Menu
AWS CodeCommit
User Guide (API Version 2015-04-13)

Create a Branch in AWS CodeCommit

You can use the AWS CodeCommit console to create branches for your repository. This is a quick way to separate work on a new or different version of files without impacting work in the default branch. After creating a branch in the AWS CodeCommit console, you'll need to pull that change to your local repo. Alternatively, you can create a branch locally and push that change to an AWS CodeCommit repository by using Git from a local repo connected to the AWS CodeCommit repository. You can also use the AWS CLI.

Use the AWS CodeCommit Console to Create a Branch

You can use the AWS CodeCommit console to create a branch in an AWS CodeCommit repository. When users next pull changes from the repository, they will see the new branch.

  1. Open the AWS CodeCommit console at https://console.aws.amazon.com/codecommit.

  2. In the list of repositories, choose the name of the repository.

  3. In the navigation pane, choose Branches.

  4. Choose Create branch.

    
            Creating a branch in the AWS CodeCommit console.

    Type a name for the branch in Branch name. In Branch from, the default branch is selected. If you want to branch from a different branch or from a specific commit, expand the branch list, and either choose a branch from the list, or paste a specific commit ID. Choose Create.

Use Git to Create a Branch

To use Git from a local repo to create a branch in an local repo and then push that branch to the AWS CodeCommit repository, follow these steps.

These steps assume you have already connected the local repo to the AWS CodeCommit repository. For instructions, see Connect to a Repository.

  1. Create a new branch in your local repo by running the git checkout -b new-branch-name command, where new-branch-name is the name of the new branch.

    For example, the following command creates a new branch named MyNewBranch in the local repo:

    Copy
    git checkout -b MyNewBranch
  2. To push the new branch from the local repo to the AWS CodeCommit repository, run the git push command, specifying both the remote-name and the new-branch-name.
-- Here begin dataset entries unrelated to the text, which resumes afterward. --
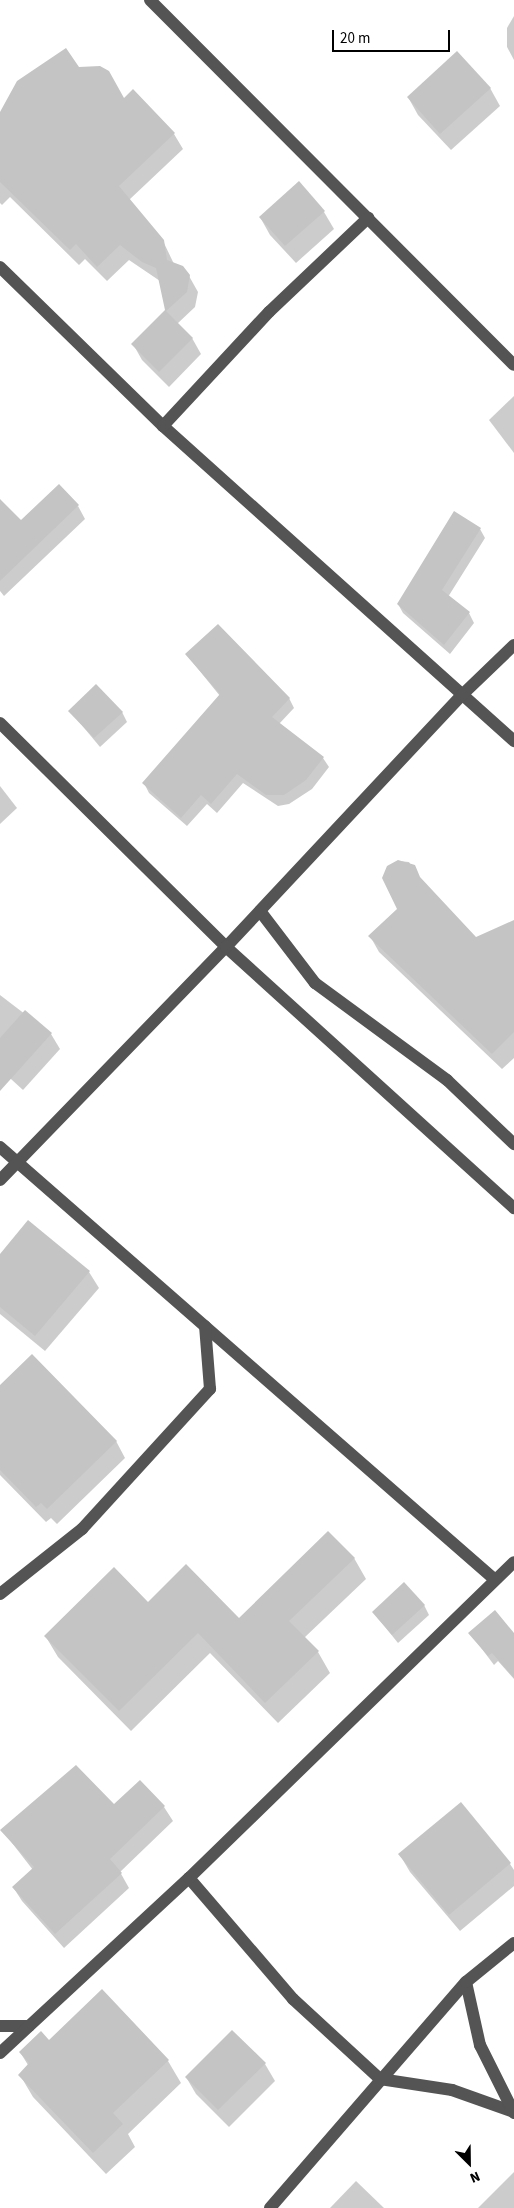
<!DOCTYPE html>
<html>
<head>
<meta charset="utf-8">
<style>
	body { margin:0 }
	#map { position:relative; width:514px; height:2208px; overflow:hidden; background:#fff; font-family:"Source Sans 3",sans-serif }
	div>[style] { position:absolute }
	.shadow>* { inset:0; background:#0003 }
	.building>* { inset:0; background:#c4c4c4 }
	.minor>* { height:12px; margin:-6px; padding:0 6px; transform-origin:6px; border-radius:6px; background:#545454 }
	span { translate:-50% -50%; white-space:nowrap; text-align:center; line-height:1.15; -webkit-text-stroke:5px #fff; paint-order:stroke }
	.north { position:absolute; left:444px; top:2138px; width:50px; height:50px; -webkit-text-stroke:4px #fff; paint-order:stroke; rotate:157deg; font-size:14px; font-weight:700; line-height:20px; text-align:center; color:#000 }
	.north::after { content:''; display:block; margin:auto; width:18px; height:22px; background:#000; clip-path:polygon(50% 0,100% 100%,50% 72%,0 100%) }
	.scale { position:absolute; left:332px; top:30px; width:118px; height:22px; box-sizing:border-box; border:2px solid #000; border-top:0; padding-left:6px; font-size:15px; line-height:18px; white-space:nowrap; color:#000; -webkit-text-stroke:4px #fff; paint-order:stroke }
</style>
</head>
<body>
<div id="map">
	<div class="shadow">
		<div style="clip-path:polygon(514px 16px,514px 60px,507px 47px,507px 28px)"></div>
		<div style="clip-path:polygon(78px 68px,124px 100px,133px 91px,174px 134px,183px 149px,129px 200px,163px 241px,174px 264px,189px 276px,198px 292px,195px 307px,177px 324px,192px 338px,201px 354px,169px 387px,142px 360px,133px 344px,166px 311px,160px 281px,129px 260px,107px 281px,85px 259px,79px 265px,10px 197px,2px 205px,0 203px,0 115px)"></div>
		<div style="clip-path:polygon(490px 88px,500px 106px,451px 150px,418px 115px,408px 97px)"></div>
		<div style="clip-path:polygon(324px 212px,334px 229px,296px 263px,270px 235px,260px 217px)"></div>
		<div style="clip-path:polygon(514px 396px,514px 453px,489px 420px)"></div>
		<div style="clip-path:polygon(0 501px,21px 521px,78px 506px,85px 519px,4px 596px,0 591px)"></div>
		<div style="clip-path:polygon(480px 529px,485px 538px,448px 597px,469px 613px,474px 623px,450px 654px,403px 613px,398px 604px)"></div>
		<div style="clip-path:polygon(186px 654px,289px 698px,294px 708px,279px 724px,323px 758px,329px 767px,312px 789px,289px 804px,278px 806px,243px 783px,217px 813px,207px 804px,187px 826px,149px 793px,144px 783px,220px 696px)"></div>
		<div style="clip-path:polygon(70px 711px,122px 712px,127px 722px,100px 747px)"></div>
		<div style="clip-path:polygon(0 786px,17px 808px,0 824px)"></div>
		<div style="clip-path:polygon(398px 861px,409px 862px,419px 878px,476px 938px,514px 938px,514px 1058px,502px 1069px,379px 952px,370px 936px,399px 909px)"></div>
		<div style="clip-path:polygon(0 995px,51px 1034px,60px 1049px,23px 1090px,0 1069px)"></div>
		<div style="clip-path:polygon(0 1256px,89px 1272px,99px 1288px,45px 1351px,0 1314px)"></div>
		<div style="clip-path:polygon(0 1387px,116px 1441px,125px 1458px,57px 1524px,51px 1518px,46px 1522px,0 1475px)"></div>
		<div style="clip-path:polygon(354px 1558px,366px 1579px,304px 1638px,318px 1652px,330px 1673px,278px 1723px,210px 1653px,131px 1731px,58px 1657px,46px 1637px,148px 1603px,239px 1619px)"></div>
		<div style="clip-path:polygon(424px 1605px,429px 1615px,398px 1643px,373px 1612px)"></div>
		<div style="clip-path:polygon(470px 1633px,514px 1635px,514px 1679px,498px 1661px,494px 1665px)"></div>
		<div style="clip-path:polygon(140px 1782px,164px 1807px,173px 1821px,120px 1872px,129px 1888px,64px 1948px,22px 1901px,13px 1887px,33px 1870px,2px 1830px,114px 1806px)"></div>
		<div style="clip-path:polygon(400px 1855px,510px 1864px,514px 1870px,514px 1886px,460px 1931px,410px 1872px)"></div>
		<div style="clip-path:polygon(102px 1991px,168px 2061px,181px 2083px,128px 2134px,135px 2147px,106px 2174px,33px 2097px,20px 2075px,28px 2065px,20px 2052px,49px 2042px)"></div>
		<div style="clip-path:polygon(265px 2064px,275px 2081px,229px 2127px,196px 2094px,186px 2077px)"></div>
		<div style="clip-path:polygon(514px 2172px,514px 2208px,478px 2208px)"></div>
		<div style="clip-path:polygon(356px 2181px,384px 2208px,330px 2208px)"></div>
	</div>
	<div class="building">
		<div style="clip-path:polygon(66px 48px,79px 67px,100px 66px,109px 71px,124px 98px,133px 89px,175px 133px,119px 186px,164px 240px,167px 260px,183px 266px,190px 275px,187px 292px,166px 311px,193px 338px,159px 372px,131px 344px,165px 310px,156px 268px,142px 262px,120px 245px,97px 267px,76px 244px,70px 250px,0 182px,0 112px,17px 81px)"></div>
		<div style="clip-path:polygon(457px 51px,491px 88px,440px 134px,407px 97px)"></div>
		<div style="clip-path:polygon(299px 181px,325px 211px,285px 246px,259px 217px)"></div>
		<div style="clip-path:polygon(59px 484px,79px 505px,0 581px,0 499px,21px 520px)"></div>
		<div style="clip-path:polygon(454px 511px,481px 528px,442px 590px,470px 612px,444px 645px,397px 604px)"></div>
		<div style="clip-path:polygon(218px 624px,290px 698px,272px 717px,324px 757px,306px 780px,284px 795px,266px 795px,237px 774px,211px 804px,201px 795px,181px 818px,142px 783px,220px 694px,185px 654px)"></div>
		<div style="clip-path:polygon(96px 684px,123px 712px,94px 738px,68px 711px)"></div>
		<div style="clip-path:polygon(398px 860px,415px 865px,420px 877px,476px 937px,514px 920px,514px 1032px,492px 1054px,368px 936px,397px 909px,382px 878px,387px 866px)"></div>
		<div style="clip-path:polygon(25px 1010px,52px 1033px,0 1091px,0 1038px)"></div>
		<div style="clip-path:polygon(28px 1220px,90px 1271px,35px 1336px,0 1307px,0 1254px)"></div>
		<div style="clip-path:polygon(32px 1354px,117px 1441px,47px 1509px,41px 1503px,36px 1507px,0 1470px,0 1385px)"></div>
		<div style="clip-path:polygon(328px 1531px,355px 1558px,289px 1621px,319px 1651px,265px 1703px,198px 1633px,119px 1711px,44px 1636px,114px 1567px,148px 1602px,186px 1564px,239px 1618px)"></div>
		<div style="clip-path:polygon(404px 1582px,425px 1605px,392px 1635px,372px 1612px)"></div>
		<div style="clip-path:polygon(495px 1610px,514px 1633px,514px 1678px,492px 1653px,488px 1656px,468px 1633px)"></div>
		<div style="clip-path:polygon(76px 1765px,114px 1804px,140px 1780px,165px 1806px,110px 1859px,122px 1873px,55px 1934px,12px 1887px,34px 1867px,0 1830px)"></div>
		<div style="clip-path:polygon(461px 1802px,511px 1863px,449px 1915px,398px 1854px)"></div>
		<div style="clip-path:polygon(102px 1989px,169px 2060px,113px 2113px,123px 2124px,93px 2153px,18px 2075px,29px 2063px,19px 2052px,41px 2031px,49px 2040px)"></div>
		<div style="clip-path:polygon(232px 2030px,266px 2063px,218px 2110px,185px 2077px)"></div>
	</div>
	<div class="minor">
		<div style="left:150px;top:0;width:515px;rotate:45.08deg"></div>
		<div style="left:0;top:267px;width:228px;rotate:44.3deg"></div>
		<div style="left:163px;top:426px;width:472px;rotate:41.9deg"></div>
		<div style="left:163px;top:426px;width:156px;rotate:-47.1deg"></div>
		<div style="left:269px;top:312px;width:137px;rotate:-43.5deg"></div>
		<div style="left:0;top:723px;width:318px;rotate:44.7deg"></div>
		<div style="left:226px;top:947px;width:389px;rotate:42.2deg"></div>
		<div style="left:260px;top:911px;width:91px;rotate:52.6deg"></div>
		<div style="left:315px;top:983px;width:164px;rotate:36.3deg"></div>
		<div style="left:447px;top:1080px;width:93px;rotate:43.7deg"></div>
		<div style="left:0;top:1147px;width:656px;rotate:41.17deg"></div>
		<div style="left:0;top:1180px;width:325px;rotate:-45.9deg"></div>
		<div style="left:226px;top:947px;width:345px;rotate:-46.9deg"></div>
		<div style="left:462px;top:695px;width:72px;rotate:-43.9deg"></div>
		<div style="left:0;top:1594px;width:105px;rotate:-38.4deg"></div>
		<div style="left:82px;top:1529px;width:190px;rotate:-47.6deg"></div>
		<div style="left:210px;top:1389px;width:63px;rotate:-94.5deg"></div>
		<div style="left:189px;top:1878px;width:160px;rotate:49.3deg"></div>
		<div style="left:293px;top:1999px;width:118px;rotate:42.6deg"></div>
		<div style="left:380px;top:2079px;width:73px;rotate:8.7deg"></div>
		<div style="left:452px;top:2090px;width:63px;rotate:19.6deg"></div>
		<div style="left:466px;top:1982px;width:65px;rotate:77.5deg"></div>
		<div style="left:480px;top:2045px;width:76px;rotate:63.4deg"></div>
		<div style="left:0;top:2026px;width:29px"></div>
		<div style="left:0;top:2053px;width:258px;rotate:-42.8deg"></div>
		<div style="left:189px;top:1878px;width:453px;rotate:-44.2deg"></div>
		<div style="left:270px;top:2208px;width:299px;rotate:-49.1deg"></div>
		<div style="left:466px;top:1982px;width:62px;rotate:-39.1deg"></div>
	</div>
	<div class="north">N</div>
	<div class="scale">20 m</div>
</div>
</body>
</html>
    For example, to push a new branch in the local repo named MyNewBranch to the AWS CodeCommit repository with the nickname origin:

    Copy
    git push origin MyNewBranch

Note

If you add the -u option to git push (for example, git push -u origin master), then in the future you can run git push without remote-name branch-name. Upstream tracking information will be set. To get upstream tracking information, run git remote show remote-name (for example, git remote show origin).

To see a list of all of your local and remote tracking branches, run git branch --all.

To set up a branch in the local repo that is connected to an existing branch in the AWS CodeCommit repository, run git checkout remote-branch-name.

For more options, see your Git documentation.

Use the AWS CLI to Create a Branch

To use AWS CLI commands with AWS CodeCommit, install the AWS CLI. For more information, see Command Line Reference.

To use the AWS CLI to create a branch in an AWS CodeCommit repository and then push that branch to the AWS CodeCommit repository, follow these steps.

  1. Run the create-branch command, specifying:

    • The name of the AWS CodeCommit repository where the branch will be created (with the --repository-name option).

      Note

      To get the name of the AWS CodeCommit repository, run the list-repositories command.

    • The name of the new branch (with the --branch-name option).

    • The ID of the commit to which the new branch will point (with the --commit-id option).

    For example, to create a new branch named MyNewBranch that points to commit ID 317f8570EXAMPLE in an AWS CodeCommit repository named MyDemoRepo:

    Copy
    aws codecommit create-branch --repository-name MyDemoRepo --branch-name MyNewBranch --commit-id 317f8570EXAMPLE

    This command produces output only if there are errors.

  2. To update your local repo's list of available AWS CodeCommit repository branches with the new remote branch name, run git remote update remote-name.

    For example, to update your local repo's list of available branches for the AWS CodeCommit repository with the nickname origin:

    Copy
    git remote update origin

    Note

    Alternatively, you can run the git fetch command. You can also view all remote branches by running git branch --all, but until you update your local repo's list, the remote branch you created will not appear in the list.

    For more options, see your Git documentation.

  3. To set up a branch in the local repo that is connected to the new branch in the AWS CodeCommit repository, run git checkout remote-branch-name.

Note

To get a list of AWS CodeCommit repository names, along with their URLs, run the git remote -v command.